* [Extracted material]

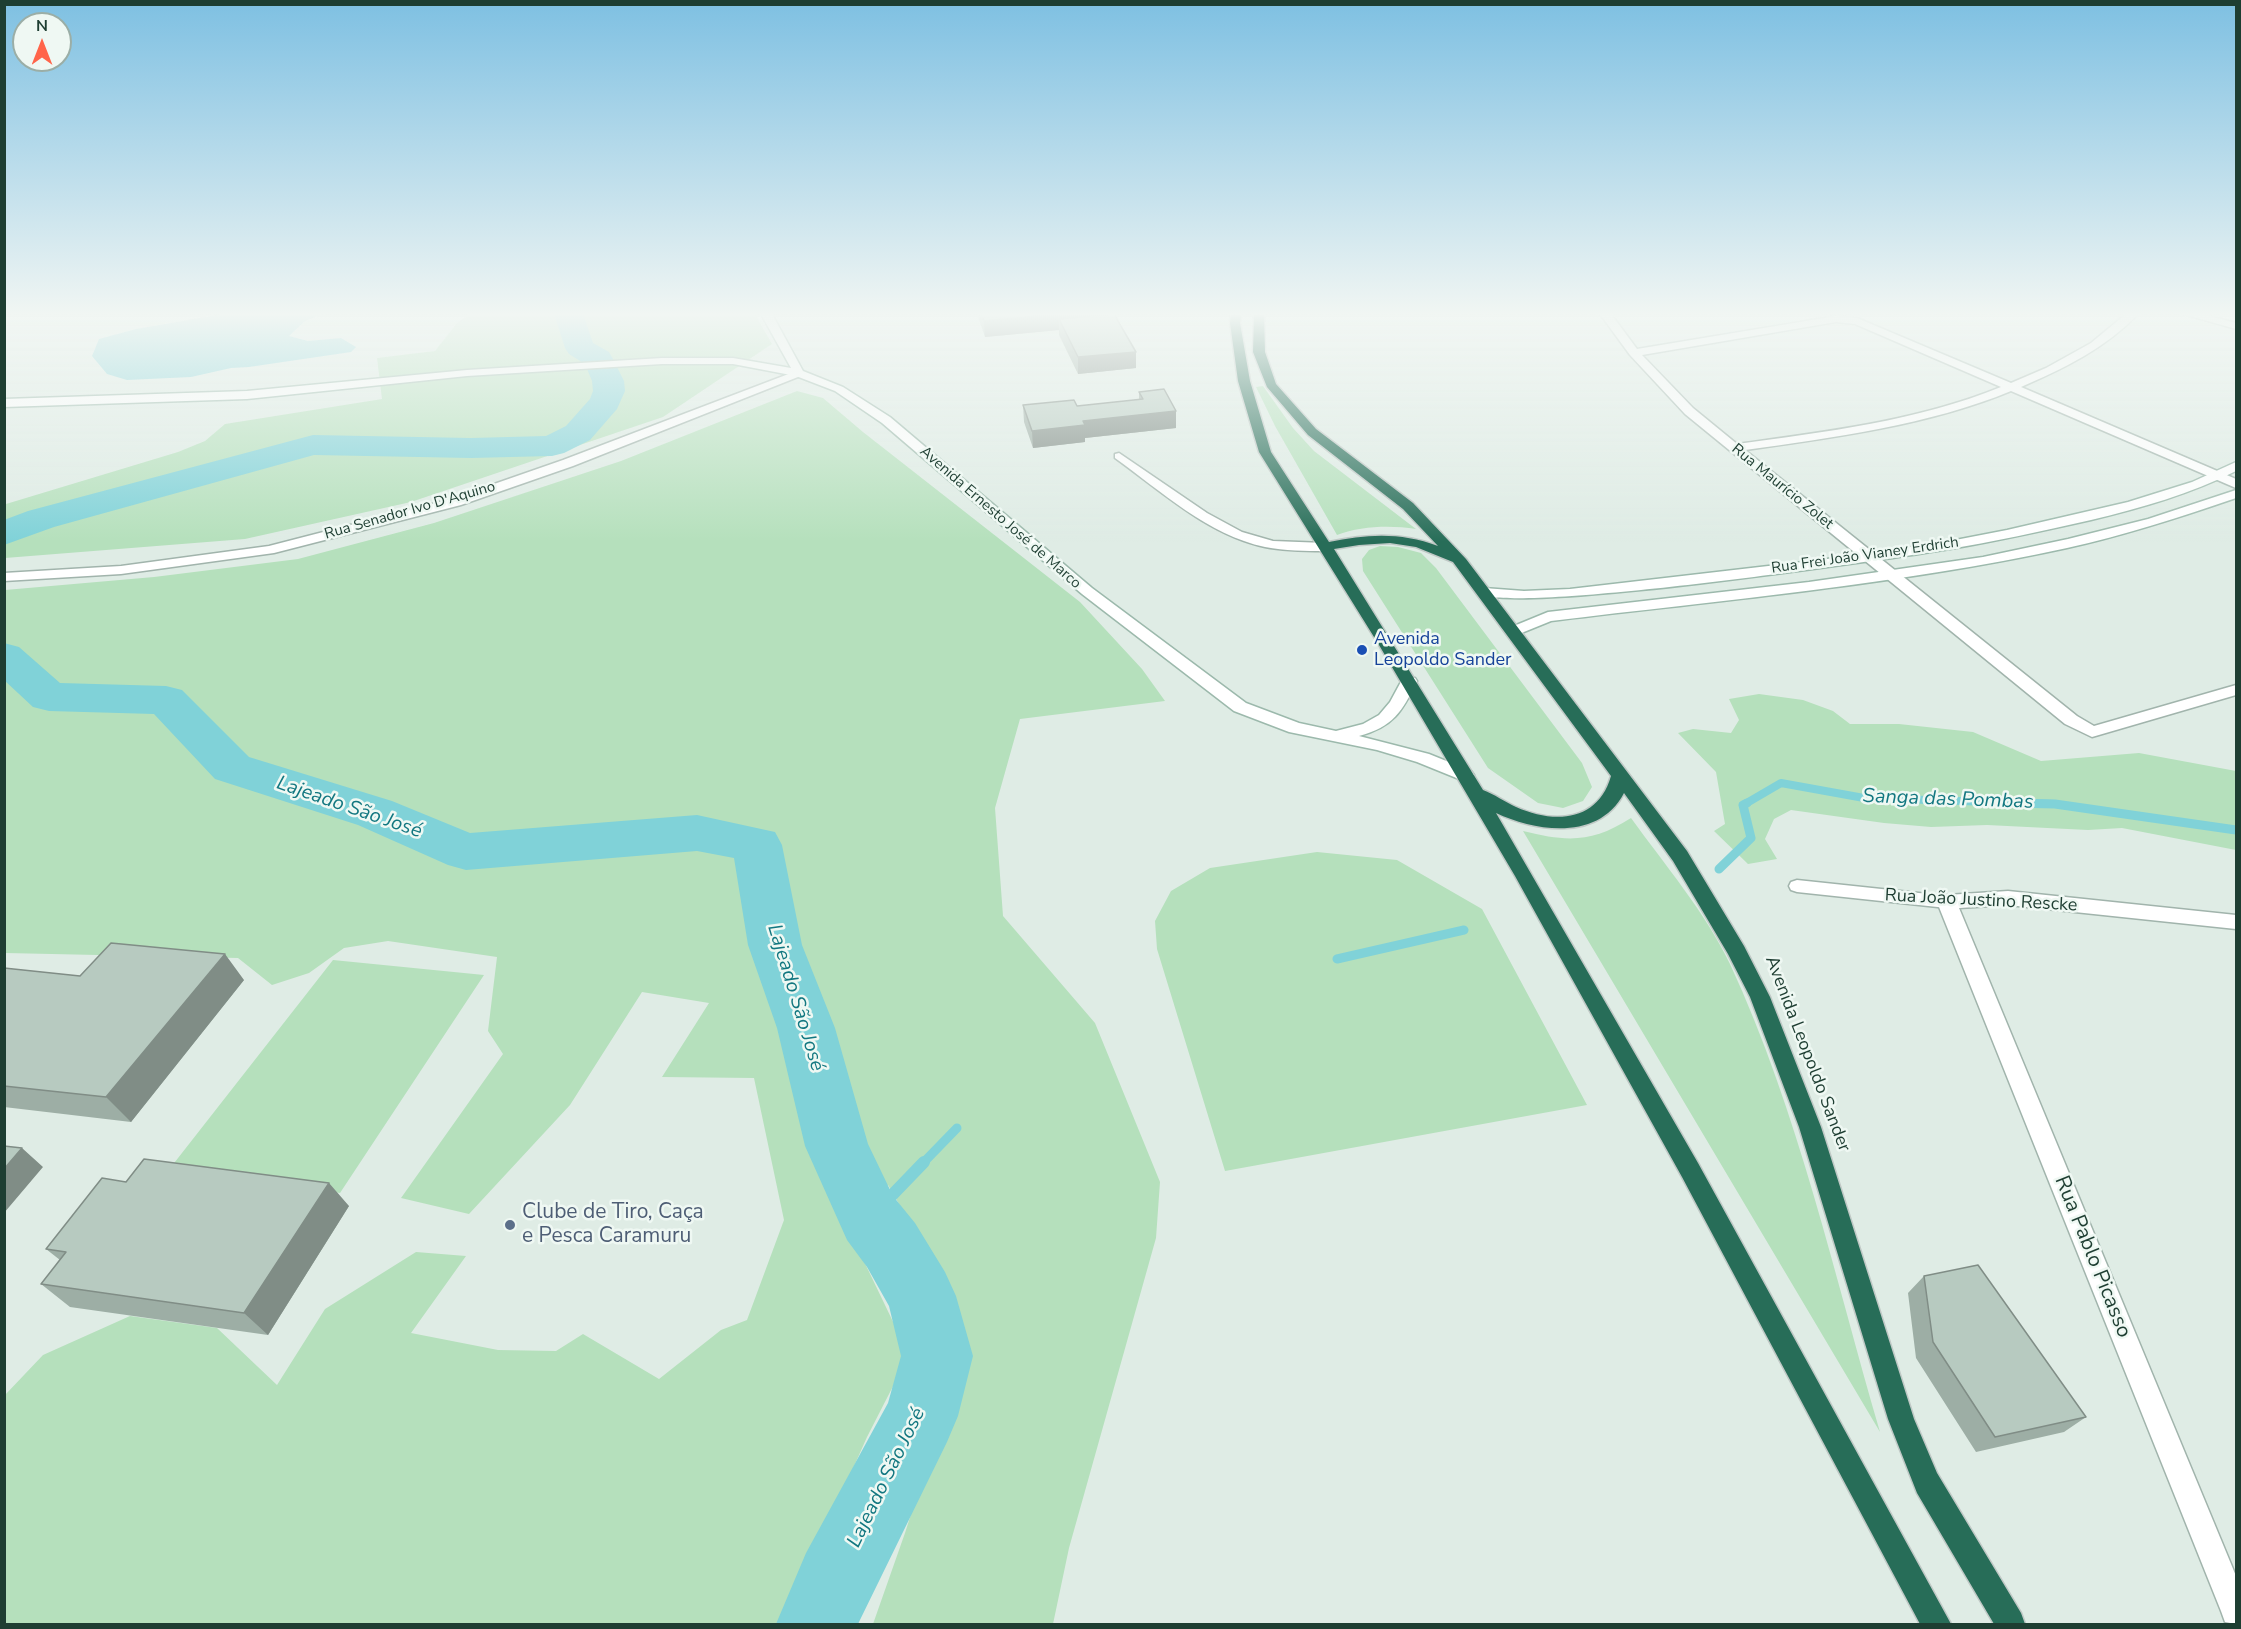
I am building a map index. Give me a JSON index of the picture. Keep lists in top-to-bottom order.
{
  "streets": {
    "highway": ["Avenida Leopoldo Sander"],
    "street": [
      "Rua Maurício Zolet",
      "Rua Senador Ivo D'Aquino",
      "Avenida Ernesto José de Marco",
      "Rua Frei João Vianey Erdrich",
      "Rua João Justino Rescke",
      "Rua Pablo Picasso"
    ]
  },
  "crossings": [
    ["Rua Maurício Zolet", "Rua Frei João Vianey Erdrich"],
    ["Rua Frei João Vianey Erdrich", "Avenida Leopoldo Sander"],
    ["Rua João Justino Rescke", "Rua Pablo Picasso"]
  ],
  "water": ["Sanga das Pombas", "Lajeado São José"],
  "places": ["Avenida Leopoldo Sander", "Clube de Tiro, Caça e Pesca Caramuru"],
  "north": "top"
}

* [Work to be completed] In the records above, each line with the string "José" should be copied.

* [Solution to this exercise]
      "Avenida Ernesto José de Marco",
  "water": ["Sanga das Pombas", "Lajeado São José"],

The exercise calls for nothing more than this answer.